Aspettando Pini, Sacripanti e Alberani a lavoro per il regista titolare

Il fine settimana della Sidigas potrebbe chiudersi senza colpi in entrata. Il condizionale è d’obbligo visto che in sei giorni Avellino ha ufficializzato Benas Veikalas, lo staff tecnico che affiancherà Sacripanti e il centro titolare Riccardo Cervi. Tra lunedì e martedì dovrebbe arrivare l’annuncio di Giovanni Pini, trattativa chiusa già da alcuni giorni che resta in attesa della fumata bianca a causa di qualche intoppo burocratico che non dovrebbe comprometterne l’esito.

Italiani a parte, Sacripanti ed Alberani stanno concentrando le attenzioni anche sulla scelta del playmkaer regista titolare. L’identikit tracciato è quello del  cestista americano che sappia indossare i panni del leader ma essere contemporaneamente un realizzatore e buon passatore. Doti non facili da ricercare in una fase del mercato in cui molti cestisti hanno già trovato collocazione.
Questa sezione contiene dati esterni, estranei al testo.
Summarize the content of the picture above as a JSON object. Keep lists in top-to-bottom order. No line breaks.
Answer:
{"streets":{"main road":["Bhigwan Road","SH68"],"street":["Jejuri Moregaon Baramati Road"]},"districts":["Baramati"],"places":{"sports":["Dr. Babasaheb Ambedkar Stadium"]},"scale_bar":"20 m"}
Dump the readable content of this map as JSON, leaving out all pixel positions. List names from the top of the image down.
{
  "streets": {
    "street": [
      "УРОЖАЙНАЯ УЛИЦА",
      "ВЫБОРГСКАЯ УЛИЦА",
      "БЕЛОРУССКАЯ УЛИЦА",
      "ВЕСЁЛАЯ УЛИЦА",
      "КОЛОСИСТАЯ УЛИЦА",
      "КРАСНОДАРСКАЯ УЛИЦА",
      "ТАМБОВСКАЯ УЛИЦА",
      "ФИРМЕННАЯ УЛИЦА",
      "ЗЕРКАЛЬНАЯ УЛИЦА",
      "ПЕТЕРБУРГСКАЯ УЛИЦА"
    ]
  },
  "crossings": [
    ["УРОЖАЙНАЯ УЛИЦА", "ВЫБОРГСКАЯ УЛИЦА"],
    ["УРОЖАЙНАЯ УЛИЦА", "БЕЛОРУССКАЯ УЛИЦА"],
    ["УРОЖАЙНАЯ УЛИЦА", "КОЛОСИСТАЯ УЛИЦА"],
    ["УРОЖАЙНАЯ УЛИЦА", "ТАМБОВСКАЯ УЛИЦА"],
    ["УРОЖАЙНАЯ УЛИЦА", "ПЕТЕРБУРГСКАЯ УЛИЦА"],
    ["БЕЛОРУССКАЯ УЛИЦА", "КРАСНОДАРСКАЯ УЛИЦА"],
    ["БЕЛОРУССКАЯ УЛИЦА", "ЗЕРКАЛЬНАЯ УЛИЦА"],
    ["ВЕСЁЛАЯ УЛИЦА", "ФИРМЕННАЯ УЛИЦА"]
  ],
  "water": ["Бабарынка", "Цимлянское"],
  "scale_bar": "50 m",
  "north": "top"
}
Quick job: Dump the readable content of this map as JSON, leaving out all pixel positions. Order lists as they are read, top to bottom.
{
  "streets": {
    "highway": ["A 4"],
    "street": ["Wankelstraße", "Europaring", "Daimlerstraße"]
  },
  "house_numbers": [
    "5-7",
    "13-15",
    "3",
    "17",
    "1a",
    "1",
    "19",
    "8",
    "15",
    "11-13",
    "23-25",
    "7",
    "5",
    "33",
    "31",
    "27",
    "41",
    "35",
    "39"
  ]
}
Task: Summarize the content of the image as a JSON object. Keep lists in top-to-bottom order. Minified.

Un nome che piace è quello di David Holston. Ventinove anni, è alto 173 centimetri. Nelle ultime due stagioni ha giocato in Germania negli Artland Dragons. E’ uscito dal College di Chicago State nel 2009. Dotato di un gran tiro da tre punti, Holston ha chiuso la sua carriera universitaria con un record di 450 tiri dalla lunga distanza messi a segno, dietro alla stella di Duke J.J. Redick, professionista in Nba. Il folletto del Michigan è stato appuntato dallo stesso Alberani ma sembra interessare anche alla vicina Juve Caserta. Altro elemento che resta in corsa per una maglia biancoverde è quello di Will Cherry. Classe ‘91 è reduce dalla vittoria del campionato e della coppa lituana con la maglia dello Zalgiris Kaunas. Prima di approdare in riva al Baltico, Cherry ha assaggiato la Nba in forza ai Cleveland Cavaliers di Lebron James con cui si era messo in evidenza nella Summer League dell’estate 2014. Meno calda, invece, è la pista che conduce a Sek Henry, mancino di 193 centimetri dotato di una buona fisicità oltre a visione di gioco e capacità di segnare punti. Giramondo nel vero senso della parola. Ha iniziato la sua carriera in Giappone con Akita Northern Happinets per poi volare in Venezuela coi Bucaneros de la Guaira e vivere anche un’annata in Polonia con l’Azs Koszalin. Regna il massimo riserbo sul nome perchè dall’arrivo del playmaker dipenderà anche la scelta della guardia e dell’ala piccola che completeranno il reparto degli esterni da quintetto.